→ **Problem to work on**
When you reach the line with "position:absolute; left:24px; top:24px;" in the data below, begin printing lines exactly, and stop once the line with "function fill(path, color)" has been printed.

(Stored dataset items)

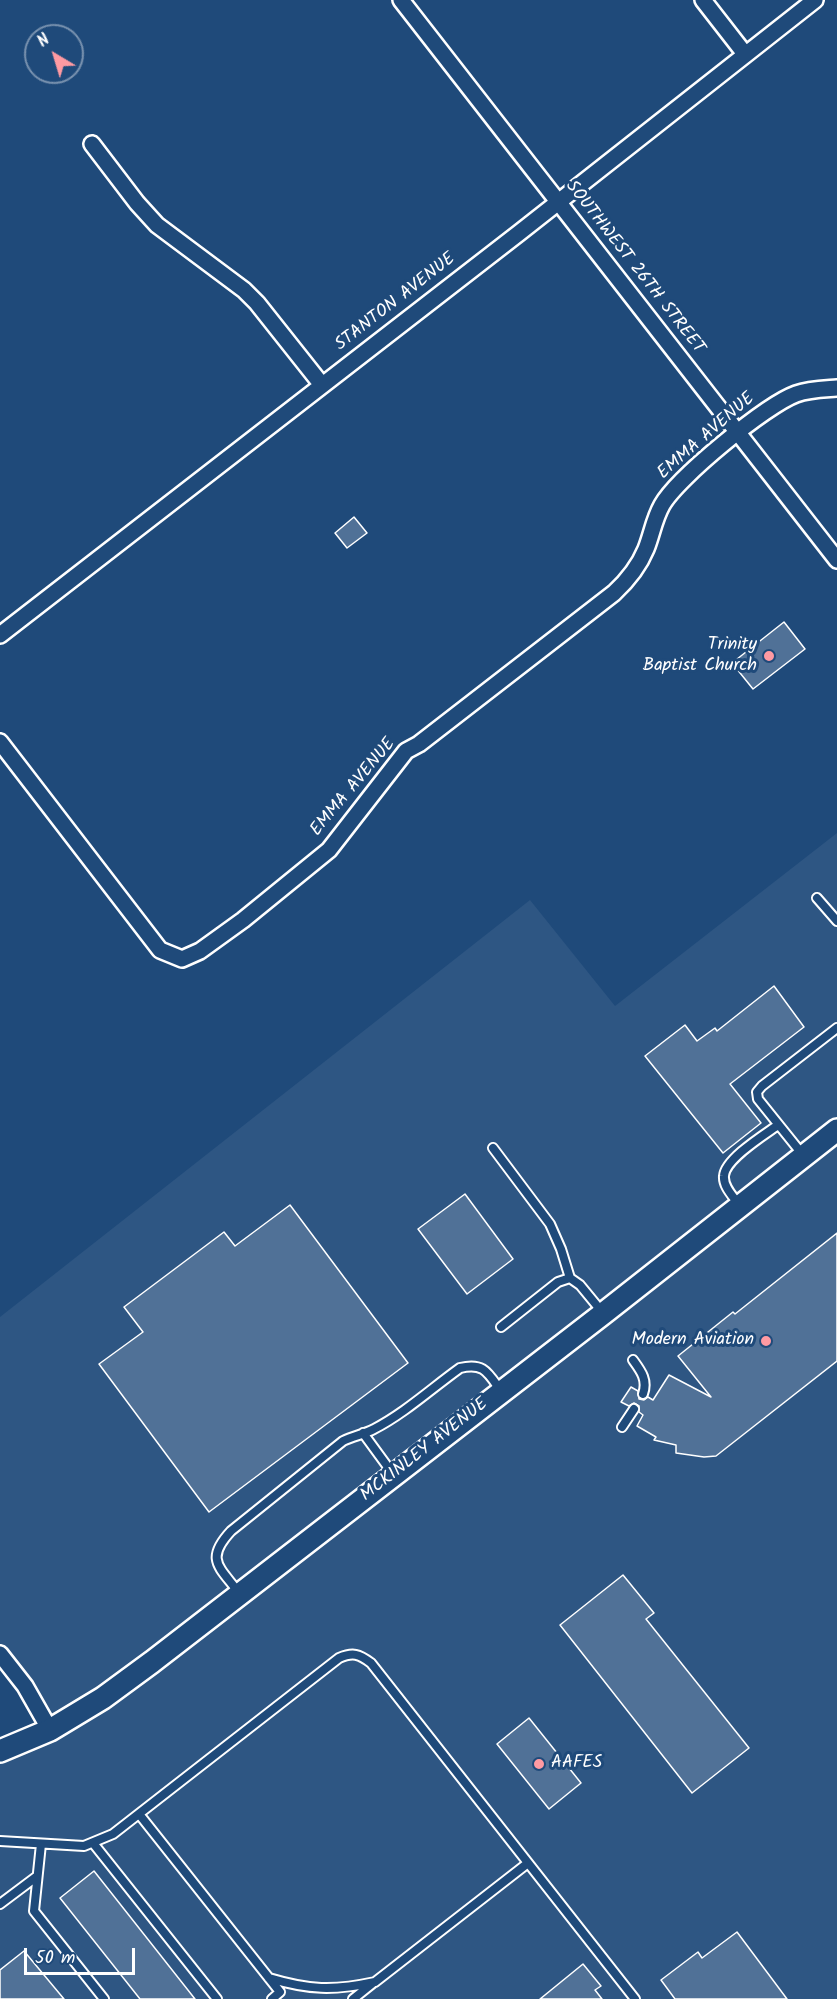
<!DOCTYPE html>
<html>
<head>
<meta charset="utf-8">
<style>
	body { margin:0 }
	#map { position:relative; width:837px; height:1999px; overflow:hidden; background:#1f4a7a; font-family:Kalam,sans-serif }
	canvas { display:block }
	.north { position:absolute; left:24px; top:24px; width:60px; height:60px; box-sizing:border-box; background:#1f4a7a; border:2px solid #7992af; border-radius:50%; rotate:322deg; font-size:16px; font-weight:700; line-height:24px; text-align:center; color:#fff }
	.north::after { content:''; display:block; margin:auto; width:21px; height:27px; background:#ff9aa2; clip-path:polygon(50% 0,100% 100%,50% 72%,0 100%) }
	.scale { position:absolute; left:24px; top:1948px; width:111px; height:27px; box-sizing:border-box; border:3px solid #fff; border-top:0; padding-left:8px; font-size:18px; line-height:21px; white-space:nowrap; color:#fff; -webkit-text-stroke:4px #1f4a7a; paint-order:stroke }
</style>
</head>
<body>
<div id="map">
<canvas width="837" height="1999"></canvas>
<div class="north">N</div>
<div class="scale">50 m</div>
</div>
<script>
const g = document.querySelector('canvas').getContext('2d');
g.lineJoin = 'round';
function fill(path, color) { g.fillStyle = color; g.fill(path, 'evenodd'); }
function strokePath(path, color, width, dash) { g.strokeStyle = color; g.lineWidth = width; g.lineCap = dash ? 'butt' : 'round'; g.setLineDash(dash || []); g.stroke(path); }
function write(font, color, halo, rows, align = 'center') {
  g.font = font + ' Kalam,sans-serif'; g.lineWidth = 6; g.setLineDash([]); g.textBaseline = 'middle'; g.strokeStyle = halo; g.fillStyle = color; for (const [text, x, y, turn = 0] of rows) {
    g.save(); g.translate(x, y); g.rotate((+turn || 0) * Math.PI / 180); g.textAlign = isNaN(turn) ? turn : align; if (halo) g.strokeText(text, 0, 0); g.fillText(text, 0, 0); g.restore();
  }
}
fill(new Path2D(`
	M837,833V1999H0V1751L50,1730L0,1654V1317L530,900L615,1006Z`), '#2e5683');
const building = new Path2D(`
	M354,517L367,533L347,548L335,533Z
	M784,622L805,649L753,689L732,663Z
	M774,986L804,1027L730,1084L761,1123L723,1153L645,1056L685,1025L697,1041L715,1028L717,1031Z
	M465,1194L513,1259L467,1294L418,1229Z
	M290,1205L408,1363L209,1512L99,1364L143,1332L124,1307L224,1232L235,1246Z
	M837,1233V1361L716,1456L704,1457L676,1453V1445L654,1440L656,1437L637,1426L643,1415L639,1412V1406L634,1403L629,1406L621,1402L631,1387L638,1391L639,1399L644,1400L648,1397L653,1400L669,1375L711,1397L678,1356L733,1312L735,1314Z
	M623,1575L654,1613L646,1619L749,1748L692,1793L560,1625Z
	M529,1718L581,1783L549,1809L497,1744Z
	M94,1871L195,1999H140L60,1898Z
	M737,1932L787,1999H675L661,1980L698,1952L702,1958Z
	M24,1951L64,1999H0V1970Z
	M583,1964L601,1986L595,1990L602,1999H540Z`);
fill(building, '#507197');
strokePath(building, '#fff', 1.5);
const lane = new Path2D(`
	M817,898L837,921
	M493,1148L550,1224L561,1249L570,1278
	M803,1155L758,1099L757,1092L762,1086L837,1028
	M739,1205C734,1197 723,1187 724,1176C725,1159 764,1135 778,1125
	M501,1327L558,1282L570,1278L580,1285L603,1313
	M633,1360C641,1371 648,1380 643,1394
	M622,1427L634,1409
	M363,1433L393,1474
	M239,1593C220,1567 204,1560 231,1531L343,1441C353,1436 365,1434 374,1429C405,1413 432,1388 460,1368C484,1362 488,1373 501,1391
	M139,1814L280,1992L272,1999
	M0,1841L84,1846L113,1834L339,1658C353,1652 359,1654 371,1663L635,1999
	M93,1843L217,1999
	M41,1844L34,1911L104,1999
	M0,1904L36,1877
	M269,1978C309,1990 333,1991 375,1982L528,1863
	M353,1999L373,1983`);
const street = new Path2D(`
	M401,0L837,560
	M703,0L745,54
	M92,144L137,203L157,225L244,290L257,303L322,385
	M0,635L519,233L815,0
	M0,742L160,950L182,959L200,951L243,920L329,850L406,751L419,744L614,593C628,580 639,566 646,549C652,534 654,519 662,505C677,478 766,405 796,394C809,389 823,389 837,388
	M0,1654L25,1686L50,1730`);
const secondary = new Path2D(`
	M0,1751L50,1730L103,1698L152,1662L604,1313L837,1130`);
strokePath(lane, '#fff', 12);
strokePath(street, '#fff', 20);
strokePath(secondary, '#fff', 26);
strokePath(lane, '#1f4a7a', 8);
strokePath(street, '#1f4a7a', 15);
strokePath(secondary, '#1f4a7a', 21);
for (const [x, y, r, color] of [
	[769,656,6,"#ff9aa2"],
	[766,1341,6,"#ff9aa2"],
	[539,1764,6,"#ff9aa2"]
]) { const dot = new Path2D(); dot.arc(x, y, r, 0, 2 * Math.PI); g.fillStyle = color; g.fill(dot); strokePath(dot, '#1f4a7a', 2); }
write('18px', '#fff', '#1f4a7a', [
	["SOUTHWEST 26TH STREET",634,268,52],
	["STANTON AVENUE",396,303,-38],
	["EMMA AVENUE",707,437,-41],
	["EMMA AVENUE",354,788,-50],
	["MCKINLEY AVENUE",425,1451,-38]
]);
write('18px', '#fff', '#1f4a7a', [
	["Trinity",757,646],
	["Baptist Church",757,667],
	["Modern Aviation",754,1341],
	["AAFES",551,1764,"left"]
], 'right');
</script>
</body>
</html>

→ **Written reply**
	.north { position:absolute; left:24px; top:24px; width:60px; height:60px; box-sizing:border-box; background:#1f4a7a; border:2px solid #7992af; border-radius:50%; rotate:322deg; font-size:16px; font-weight:700; line-height:24px; text-align:center; color:#fff }
	.north::after { content:''; display:block; margin:auto; width:21px; height:27px; background:#ff9aa2; clip-path:polygon(50% 0,100% 100%,50% 72%,0 100%) }
	.scale { position:absolute; left:24px; top:1948px; width:111px; height:27px; box-sizing:border-box; border:3px solid #fff; border-top:0; padding-left:8px; font-size:18px; line-height:21px; white-space:nowrap; color:#fff; -webkit-text-stroke:4px #1f4a7a; paint-order:stroke }
</style>
</head>
<body>
<div id="map">
<canvas width="837" height="1999"></canvas>
<div class="north">N</div>
<div class="scale">50 m</div>
</div>
<script>
const g = document.querySelector('canvas').getContext('2d');
g.lineJoin = 'round';
function fill(path, color) { g.fillStyle = color; g.fill(path, 'evenodd'); }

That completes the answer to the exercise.